*Instructions to follow*.
Filter the records, keeping every line that has the string "position".

*Supplied records*.

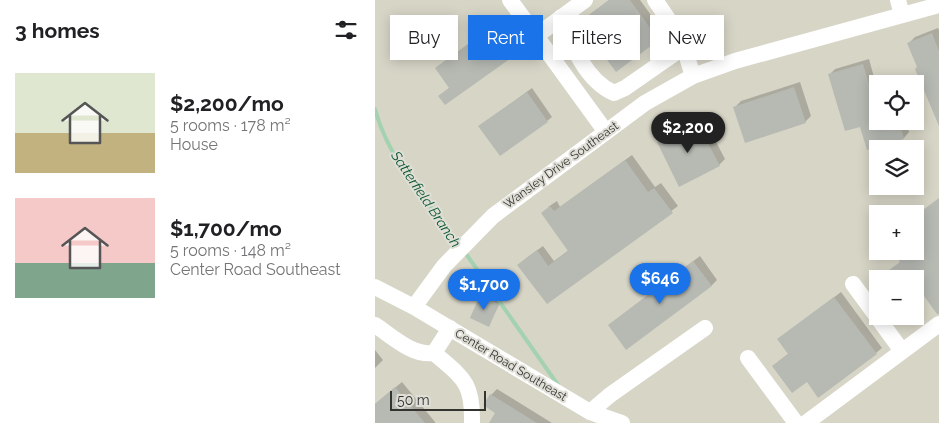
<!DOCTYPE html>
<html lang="en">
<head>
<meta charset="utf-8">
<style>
  body { margin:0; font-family:Raleway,sans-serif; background:#f6f6f6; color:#202124; height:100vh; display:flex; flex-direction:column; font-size:19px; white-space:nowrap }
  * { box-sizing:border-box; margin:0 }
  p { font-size:16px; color:#757577 }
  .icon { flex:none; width:28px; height:28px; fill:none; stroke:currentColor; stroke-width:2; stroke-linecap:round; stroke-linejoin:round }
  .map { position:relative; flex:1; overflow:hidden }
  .side { display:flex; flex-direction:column; background:#fff; width:375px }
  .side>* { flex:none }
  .hud { position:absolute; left:15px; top:15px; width:474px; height:45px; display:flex; gap:10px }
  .buttons { position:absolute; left:494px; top:75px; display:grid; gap:10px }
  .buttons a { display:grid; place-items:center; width:55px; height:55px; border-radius:0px; background:#fff; box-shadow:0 2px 12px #0003; font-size:25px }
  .scale { position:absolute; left:15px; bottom:12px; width:96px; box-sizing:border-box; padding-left:5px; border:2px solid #333330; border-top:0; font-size:14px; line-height:18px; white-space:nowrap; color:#333330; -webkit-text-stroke:4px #e0dfd7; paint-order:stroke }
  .price { position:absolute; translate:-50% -42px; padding:0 11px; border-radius:18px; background:#1a73e8; color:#fff; font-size:16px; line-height:32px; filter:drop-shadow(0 1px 2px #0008) }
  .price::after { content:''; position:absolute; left:50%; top:30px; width:15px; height:11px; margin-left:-8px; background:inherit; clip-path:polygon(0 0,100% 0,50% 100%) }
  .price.current { background:#222; color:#fff }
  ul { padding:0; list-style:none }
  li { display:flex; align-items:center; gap:15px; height:125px; padding:0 15px }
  li span { display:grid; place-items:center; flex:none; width:140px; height:100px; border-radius:0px; color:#555 }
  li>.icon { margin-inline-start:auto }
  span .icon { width:60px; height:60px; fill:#fffc; stroke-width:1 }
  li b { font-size:21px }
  h2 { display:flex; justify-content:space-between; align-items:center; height:60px; padding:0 15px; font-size:21px }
  .chip { padding:0 18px; border-radius:0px; background:#fff; box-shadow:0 2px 12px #0003; font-size:18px; line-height:45px }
  .chip.current { background:#1a73e8; color:#fff }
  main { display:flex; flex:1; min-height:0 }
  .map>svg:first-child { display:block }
  .built { fill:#d7d5c6; fill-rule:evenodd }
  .shadow { fill:#0003 }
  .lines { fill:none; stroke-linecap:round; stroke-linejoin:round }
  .stream { stroke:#a4d2b1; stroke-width:4 }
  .building { fill:#b7bab3 }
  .minor { stroke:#fff; stroke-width:16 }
  .labels { text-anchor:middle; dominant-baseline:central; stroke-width:4; stroke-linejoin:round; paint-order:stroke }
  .street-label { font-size:12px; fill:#333330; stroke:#e0dfd7 }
  .water-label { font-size:14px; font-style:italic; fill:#0a572f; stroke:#e0dfd7 }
</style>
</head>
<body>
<main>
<section class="side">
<h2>3 homes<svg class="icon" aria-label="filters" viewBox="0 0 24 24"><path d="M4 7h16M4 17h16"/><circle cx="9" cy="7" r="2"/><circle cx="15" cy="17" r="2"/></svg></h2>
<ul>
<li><span style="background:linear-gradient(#dfe7d0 60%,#c2b280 0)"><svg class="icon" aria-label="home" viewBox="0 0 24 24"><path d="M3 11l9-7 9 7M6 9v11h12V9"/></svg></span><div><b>$2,200/mo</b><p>5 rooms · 178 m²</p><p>House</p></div></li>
<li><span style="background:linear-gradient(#f6c9c9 65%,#7fa58c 0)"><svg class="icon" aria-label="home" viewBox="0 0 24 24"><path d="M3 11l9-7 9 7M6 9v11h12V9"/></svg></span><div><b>$1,700/mo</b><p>5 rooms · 148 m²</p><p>Center Road Southeast</p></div></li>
</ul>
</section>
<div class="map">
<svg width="564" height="423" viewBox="0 0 564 423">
  <rect width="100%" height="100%" fill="#e0dfd7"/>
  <path class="built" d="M 0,0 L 564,0 L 564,423 L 0,423 ZM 502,84 L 540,84 L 540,121 L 502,121 ZM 502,149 L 540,149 L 540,186 L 502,186 ZM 502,214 L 540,214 L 540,251 L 502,251 ZM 502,279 L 540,279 L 540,316 L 502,316 Z"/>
  <path class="shadow" d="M 234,0 L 265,0 L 289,33 L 241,70 L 206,22 Z
    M 129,18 L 148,46 L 142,52 L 65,96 L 75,87 L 61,68 Z
    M 563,28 L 564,30 L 564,123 L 542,69 L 544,67 L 534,43 L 540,37 Z
    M 494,59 L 502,88 L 502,121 L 531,121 L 534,132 L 529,138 L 486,125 L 454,75 L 460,69 Z
    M 425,82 L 436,116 L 430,122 L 360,107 L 366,101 Z
    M 157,88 L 177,117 L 172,121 L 105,126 Z
    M 328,117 L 350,159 L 344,165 L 284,143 L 289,137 Z
    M 257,155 L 280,187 L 286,183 L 303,206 L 172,303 L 150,259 L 168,246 L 179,261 L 194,250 L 173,207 L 182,201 L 185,207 Z
    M 325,256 L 342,280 L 336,286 L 234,325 Z
    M 466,292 L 507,348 L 501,353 L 432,380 L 398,366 L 414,353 L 403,339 Z
    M 109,293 L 126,301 L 113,326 L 106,296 Z
    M 0,350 L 8,360 L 0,368 Z
    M 27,382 L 60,422 L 60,423 L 0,423 L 0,404 Z
    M 122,389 L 177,423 L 115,423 L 122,412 L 116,395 Z"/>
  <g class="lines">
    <path class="stream" d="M 0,109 C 14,162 54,202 85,246
      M 89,251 L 183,385"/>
  </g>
  <path class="building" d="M 234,0 L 255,0 L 284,40 L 241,72 L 204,22 Z
    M 122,23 L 143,53 L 70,105 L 63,96 L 74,88 L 60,68 Z
    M 557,33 L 564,51 L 564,126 L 540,69 L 542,67 L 532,43 Z
    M 488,64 L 498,98 L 502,97 L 502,121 L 524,121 L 529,139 L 492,150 L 485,127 L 470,131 L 453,74 Z
    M 419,87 L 431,123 L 370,143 L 358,107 Z
    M 152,92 L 173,122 L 125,156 L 103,126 Z
    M 322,122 L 345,166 L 304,187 L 282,142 Z
    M 250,160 L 273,192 L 279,188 L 298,213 L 172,304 L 142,265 L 162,250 L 173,266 L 193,251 L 166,213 L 175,206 L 179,211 Z
    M 564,198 L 564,314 L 562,314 L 544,289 L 540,292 L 540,279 L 502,279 L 525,262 L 517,251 L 540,251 L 540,216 Z
    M 318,261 L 337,286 L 251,350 L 233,325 Z
    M 105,295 L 124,304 L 114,327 L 95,318 Z
    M 459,297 L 502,354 L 443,398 L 432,382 L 417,393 L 397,366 L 413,354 L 402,339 Z
    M 20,387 L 50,423 L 0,423 L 0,404 Z
    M 115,394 L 162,423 L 114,423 L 120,413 L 108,405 Z"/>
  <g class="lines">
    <path class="minor" d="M 135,0 L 231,132
      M 280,0 L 306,38 L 318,76
      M 523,0 L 527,15
      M 186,17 C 197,45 210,80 239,93 L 250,88 L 309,47
      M 161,36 L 210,0
      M 478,284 L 527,351
      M 0,287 L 39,307 L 215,412 L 247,423
      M 39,307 L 69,266 L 118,216 L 270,103 L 318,76 L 360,61 L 564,5
      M 0,325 C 18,337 37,356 59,353 L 75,328
      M 59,353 C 88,378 98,382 97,423
      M 373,358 L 421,423
      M 215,412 L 235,395 L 330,328
      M 431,423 L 564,324"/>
  </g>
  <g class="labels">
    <g class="street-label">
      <text transform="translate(186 165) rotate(-36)">Wansley Drive Southeast</text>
      <text transform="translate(136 365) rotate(31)">Center Road Southeast</text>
    </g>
    <g class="water-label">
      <text transform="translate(51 199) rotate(56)">Satterfield Branch</text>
    </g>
  </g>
</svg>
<div class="buttons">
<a><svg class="icon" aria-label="locate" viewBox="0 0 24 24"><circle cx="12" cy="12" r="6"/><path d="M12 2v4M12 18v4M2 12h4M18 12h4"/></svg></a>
<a><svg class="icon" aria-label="layers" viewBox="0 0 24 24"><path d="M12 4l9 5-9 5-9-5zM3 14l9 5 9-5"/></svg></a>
<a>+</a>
<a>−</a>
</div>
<div class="scale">50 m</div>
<b class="price current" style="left:313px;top:154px">$2,200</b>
<b class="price" style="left:285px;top:305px">$646</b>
<b class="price" style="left:109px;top:311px">$1,700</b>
<div class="hud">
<a class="chip">Buy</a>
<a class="chip current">Rent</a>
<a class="chip">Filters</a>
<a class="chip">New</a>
</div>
</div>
</main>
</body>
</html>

*Solution*.
  .map { position:relative; flex:1; overflow:hidden }
  .hud { position:absolute; left:15px; top:15px; width:474px; height:45px; display:flex; gap:10px }
  .buttons { position:absolute; left:494px; top:75px; display:grid; gap:10px }
  .scale { position:absolute; left:15px; bottom:12px; width:96px; box-sizing:border-box; padding-left:5px; border:2px solid #333330; border-top:0; font-size:14px; line-height:18px; white-space:nowrap; color:#333330; -webkit-text-stroke:4px #e0dfd7; paint-order:stroke }
  .price { position:absolute; translate:-50% -42px; padding:0 11px; border-radius:18px; background:#1a73e8; color:#fff; font-size:16px; line-height:32px; filter:drop-shadow(0 1px 2px #0008) }
  .price::after { content:''; position:absolute; left:50%; top:30px; width:15px; height:11px; margin-left:-8px; background:inherit; clip-path:polygon(0 0,100% 0,50% 100%) }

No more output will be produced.